For this exercise, return exactly the lines of the material below that begin at the one with "const street = new" and stop after the one with "M 7,827 L 154,808".
================
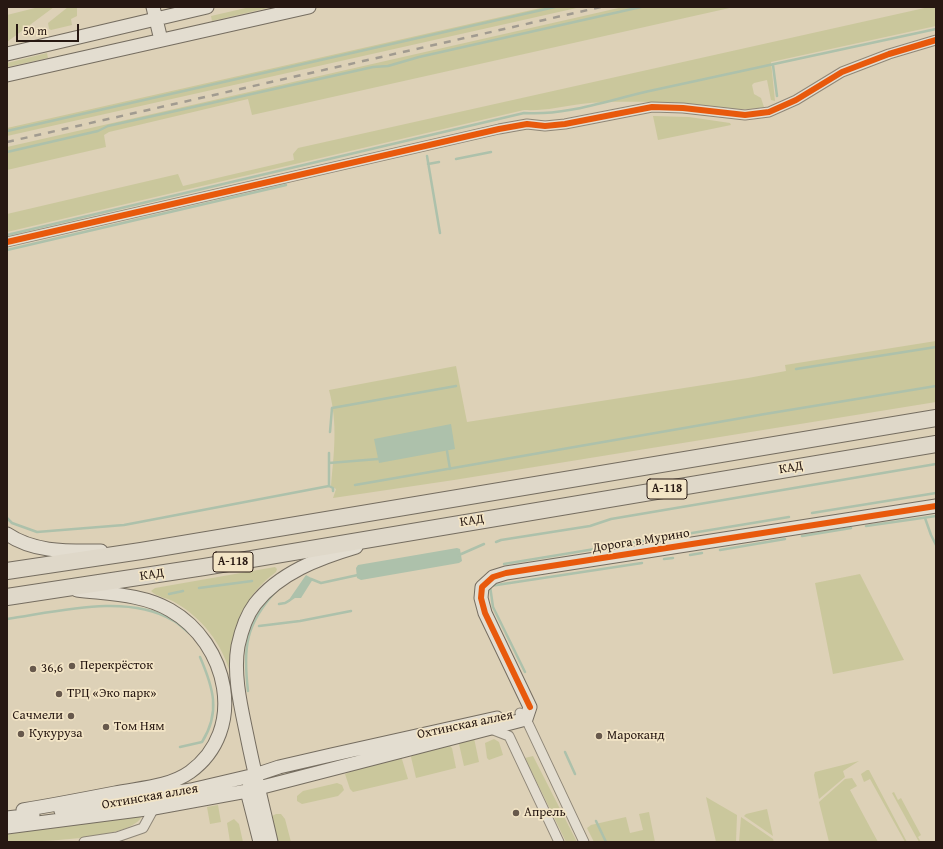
<!DOCTYPE html>
<html>
<head>
<meta charset="utf-8">
<style>
	body { margin:0 }
	#map { position:relative; width:943px; height:849px; overflow:hidden; background:#ddd1b7; font-family:"Gentium Book Plus",serif }
	canvas { display:block }
	.frame { position:absolute; inset:0; border:8px solid #271812; pointer-events:none }
	.scale { position:absolute; left:16px; top:24px; width:63px; height:18px; box-sizing:border-box; border:2px solid #271812; border-top:0; padding-left:5px; font-size:12px; line-height:14px; white-space:nowrap; color:#271812; -webkit-text-stroke:3px #f3e5c6; paint-order:stroke }
</style>
</head>
<body>
<div id="map">
<canvas width="943" height="849"></canvas>
<div class="frame"></div>
<div class="scale">50 m</div>
</div>
<script>
const ctx = document.querySelector('canvas').getContext('2d');
ctx.lineJoin = 'round';
function fillPath(path, color) {
  ctx.fillStyle = color;
  ctx.fill(path, 'evenodd');
}
function stroke(path, color, width, dash) {
  ctx.strokeStyle = color;
  ctx.lineWidth = width;
  ctx.lineCap = dash ? 'butt' : 'round';
  ctx.setLineDash(dash || []);
  ctx.stroke(path);
}
function drawText(font, color, halo, rows, align = 'center') {
  ctx.font = font + ' "Gentium Book Plus",serif';
  ctx.lineWidth = 3.5;
  ctx.setLineDash([]);
  ctx.textBaseline = 'middle';
  ctx.strokeStyle = halo;
  ctx.fillStyle = color;
  for (const [text, x, y, turn = 0] of rows) {
    ctx.save();
    ctx.translate(x, y);
    ctx.rotate((+turn || 0) * Math.PI / 180);
    ctx.textAlign = isNaN(turn) ? turn : align;
    if (halo) ctx.strokeText(text, 0, 0);
    ctx.fillText(text, 0, 0);
    ctx.restore();
  }
}
fillPath(new Path2D(`
	M 39,7 L 54,7 L 7,42 L 7,15 Z
	M 68,7 L 77,7 L 77,16 L 71,19 L 72,25 L 51,30 L 49,29 L 48,23 Z
	M 250,7 L 272,7 L 212,21 L 211,16 Z
	M 545,7 L 581,7 L 7,136 L 7,128 Z
	M 623,7 L 734,7 L 252,115 L 248,99 L 109,132 L 104,135 L 106,147 L 7,170 L 7,147 Z
	M 929,7 L 936,7 L 936,26 L 771,62 L 775,101 L 771,100 L 767,80 L 754,83 L 752,85 L 754,94 L 761,98 L 764,107 C 733,114 689,102 655,102 C 631,102 605,101 581,104 C 560,107 545,111 524,110 L 7,232 L 7,214 L 178,174 L 183,186 L 294,160 L 293,154 L 298,148 Z
	M 47,53 L 48,58 L 7,67 L 7,63 Z
	M 653,116 L 689,117 L 730,123 L 731,125 L 658,140 Z
	M 936,341 L 936,402 L 454,480 L 333,498 L 336,489 L 331,486 C 334,452 338,424 329,390 L 456,366 L 467,422 L 748,378 L 786,371 L 785,365 Z
	M 275,567 L 277,569 L 276,572 C 240,599 233,629 230,672 C 221,643 203,619 176,603 C 169,598 156,597 151,591 L 155,588 Z
	M 860,574 L 904,660 L 833,674 L 815,583 Z
	M 474,738 L 479,762 L 464,766 L 459,744 L 460,742 Z
	M 494,739 L 499,742 L 503,755 L 489,760 L 487,758 L 485,743 Z
	M 449,745 L 452,748 L 456,768 L 416,778 L 411,757 L 412,754 Z
	M 401,756 L 408,779 L 353,792 L 350,789 L 345,774 L 379,760 Z
	M 533,756 L 577,842 L 566,842 L 525,758 Z
	M 859,761 L 843,771 L 845,777 L 819,799 L 814,775 L 815,772 Z
	M 867,770 L 869,770 L 907,842 L 905,842 L 870,779 L 864,782 L 861,774 Z
	M 852,778 L 857,786 L 850,790 L 878,842 L 829,842 L 819,802 L 845,779 Z
	M 337,783 L 342,785 L 344,790 L 338,796 L 302,804 L 297,801 L 297,796 L 303,791 Z
	M 894,792 L 898,800 L 901,798 L 921,835 L 918,837 L 921,842 L 919,842 L 892,793 Z
	M 706,797 L 737,815 L 736,842 L 716,842 Z
	M 218,805 L 221,822 L 210,824 L 207,807 Z
	M 767,809 L 773,836 L 744,816 L 746,814 Z
	M 649,812 L 655,842 L 594,842 L 587,828 L 591,825 L 626,817 L 630,833 L 643,830 L 639,814 Z
	M 276,814 L 281,814 L 285,819 L 291,842 L 278,842 L 272,816 Z
	M 142,815 C 136,840 30,842 7,842 L 7,830 Z
	M 741,817 L 773,839 L 774,842 L 739,842 Z
	M 234,819 L 239,824 L 243,842 L 230,842 L 227,823 Z`), '#cac79c');
fillPath(new Path2D(`
	M 451,424 L 455,449 L 379,463 L 374,439 Z
	M 457,548 L 460,549 L 462,561 L 459,563 L 361,580 L 357,578 L 356,568 L 358,565 Z
	M 306,575 L 313,579 L 301,598 L 295,598 L 286,604 Z`), '#adc1ab');
stroke(new Path2D(`
	M 773,65 L 777,96
	M 7,131 L 555,7
	M 7,152 L 98,131 L 108,126 L 373,67 L 388,66 L 419,57 L 641,7
	M 427,156 L 440,233
	M 456,159 L 491,152
	M 428,164 L 439,162
	M 7,235 L 524,113 C 568,116 611,99 654,90 C 748,70 842,50 936,29
	M 7,250 L 286,185
	M 796,369 L 936,347
	M 330,432 L 332,408 L 456,386
	M 447,451 L 450,469
	M 329,463 L 378,459
	M 355,485 L 765,414 L 936,386
	M 329,486 L 333,488 L 333,491
	M 812,513 L 936,493
	M 7,518 L 12,523 L 37,532 L 124,525 L 329,486 L 329,453
	M 925,518 L 931,535 L 936,545
	M 866,526 L 936,516
	M 802,536 L 851,528
	M 496,542 L 501,540 L 590,526 L 611,519 L 936,464
	M 720,550 L 785,539
	M 459,555 L 484,544
	M 690,555 L 702,553
	M 664,559 L 673,558
	M 504,564 L 789,517
	M 311,579 L 321,583 L 358,575
	M 199,588 L 252,581
	M 169,594 L 183,591
	M 279,604 L 285,603 L 290,600
	M 7,619 C 56,612 127,593 172,620 C 178,623 184,629 189,633
	M 259,626 L 300,621 L 351,611
	M 525,672 L 493,607 L 490,586 L 642,563
	M 248,691 C 243,648 245,625 276,591
	M 180,747 L 202,742 C 221,712 213,687 200,657
	M 565,752 L 575,774
	M 596,821 L 606,842`), '#adc1ab', 2.5);
const street = new Path2D(`
	M 7,242 L 499,129 L 527,124 L 545,126 L 565,124 L 652,107 L 683,108 L 745,115 L 769,112 L 796,100 L 842,72 L 889,54 L 936,40
	M 520,713 L 526,719 L 584,842
	M 491,729 L 509,736 L 559,842
	M 84,842 L 117,837 L 143,828 L 154,808`);
const secondary = new Path2D(`
	M 153,7 L 161,40
	M 7,54 L 207,7
	M 7,75 L 309,7
	M 7,534 C 35,553 69,551 101,551
	M 530,707 L 485,613 L 481,598 L 482,587 L 493,577 L 506,573 L 936,506
	M 251,784 L 247,791 L 260,842
	M 23,810 C 53,805 84,799 115,793 C 139,788 169,787 190,772 C 248,730 228,643 170,610 C 143,594 108,594 77,590
	M 61,811 L 191,790 L 255,775 L 279,767 L 331,755 L 497,718
	M 7,818 L 33,815
	M 7,827 L 154,808 L 247,791 L 526,719 L 530,707
	M 271,842 C 263,807 254,771 247,736 C 241,707 233,675 238,646 C 241,632 246,616 255,604 C 279,573 319,558 356,547`);
const highway = new Path2D(`
	M 7,571 L 141,551 L 936,418
	M 7,597 L 204,567 L 936,444`);
stroke(street, '#8e8677', 11);
stroke(secondary, '#756d60', 15);
stroke(highway, '#756d60', 18);
stroke(street, '#e3ddd0', 9);
stroke(secondary, '#e3ddd0', 13);
stroke(highway, '#dfd8c9', 16);
stroke(new Path2D(`
	M 7,142 L 601,7`), '#a19b90', 2.5, [7, 7]);
stroke(new Path2D(`
	M 7,242 L 499,129 L 527,124 L 545,126 L 565,124 L 652,107 L 683,108 L 745,115 L 769,112 L 796,100 L 842,72 L 889,54 L 936,40
	M 530,707 L 485,613 L 481,598 L 482,587 L 493,577 L 506,573 L 936,506`), '#e8590c', 6);
for (const [x, y, r, color] of [
	[72,666,4,"#67594c"],
	[33,669,4,"#67594c"],
	[59,694,4,"#67594c"],
	[71,716,4,"#67594c"],
	[106,727,4,"#67594c"],
	[21,734,4,"#67594c"],
	[599,736,4,"#67594c"],
	[516,813,4,"#67594c"]
]) {
  const dot = new Path2D();
  dot.arc(x, y, r, 0, 2 * Math.PI);
  ctx.fillStyle = color;
  ctx.fill(dot);
  stroke(dot, '#f3e5c6', 1.5);
}
for (const [x, y, w] of [
	[667,489,40],
	[233,562,40]
]) {
  const box = new Path2D();
  box.roundRect(x - w / 2, y - 10, w, 20, 3);
  ctx.fillStyle = '#f3e5c6';
  ctx.fill(box);
  stroke(box, '#271812', 1);
}
drawText('bold 12px', '#271812', null, [
	["А-118",667,489],
	["А-118",233,562]
]);
drawText('13px', '#271812', '#f3e5c6', [
	["КАД",791,468,-10],
	["КАД",472,521,-9],
	["Дорога в Мурино",641,541,-9],
	["КАД",152,575,-9],
	["Охтинская аллея",465,725,-12],
	["Охтинская аллея",150,797,-10]
]);
drawText('13px', '#271812', '#f3e5c6', [
	["Перекрёсток",80,666],
	["36,6",41,669],
	["ТРЦ «Эко парк»",67,694],
	["Сачмели",63,716,"right"],
	["Том Ням",114,727],
	["Кукуруза",29,734],
	["Мароканд",607,736],
	["Апрель",524,813]
], 'left');
</script>
</body>
</html>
================
- _OUTPUT_
const street = new Path2D(`
	M 7,242 L 499,129 L 527,124 L 545,126 L 565,124 L 652,107 L 683,108 L 745,115 L 769,112 L 796,100 L 842,72 L 889,54 L 936,40
	M 520,713 L 526,719 L 584,842
	M 491,729 L 509,736 L 559,842
	M 84,842 L 117,837 L 143,828 L 154,808`);
const secondary = new Path2D(`
	M 153,7 L 161,40
	M 7,54 L 207,7
	M 7,75 L 309,7
	M 7,534 C 35,553 69,551 101,551
	M 530,707 L 485,613 L 481,598 L 482,587 L 493,577 L 506,573 L 936,506
	M 251,784 L 247,791 L 260,842
	M 23,810 C 53,805 84,799 115,793 C 139,788 169,787 190,772 C 248,730 228,643 170,610 C 143,594 108,594 77,590
	M 61,811 L 191,790 L 255,775 L 279,767 L 331,755 L 497,718
	M 7,818 L 33,815
	M 7,827 L 154,808 L 247,791 L 526,719 L 530,707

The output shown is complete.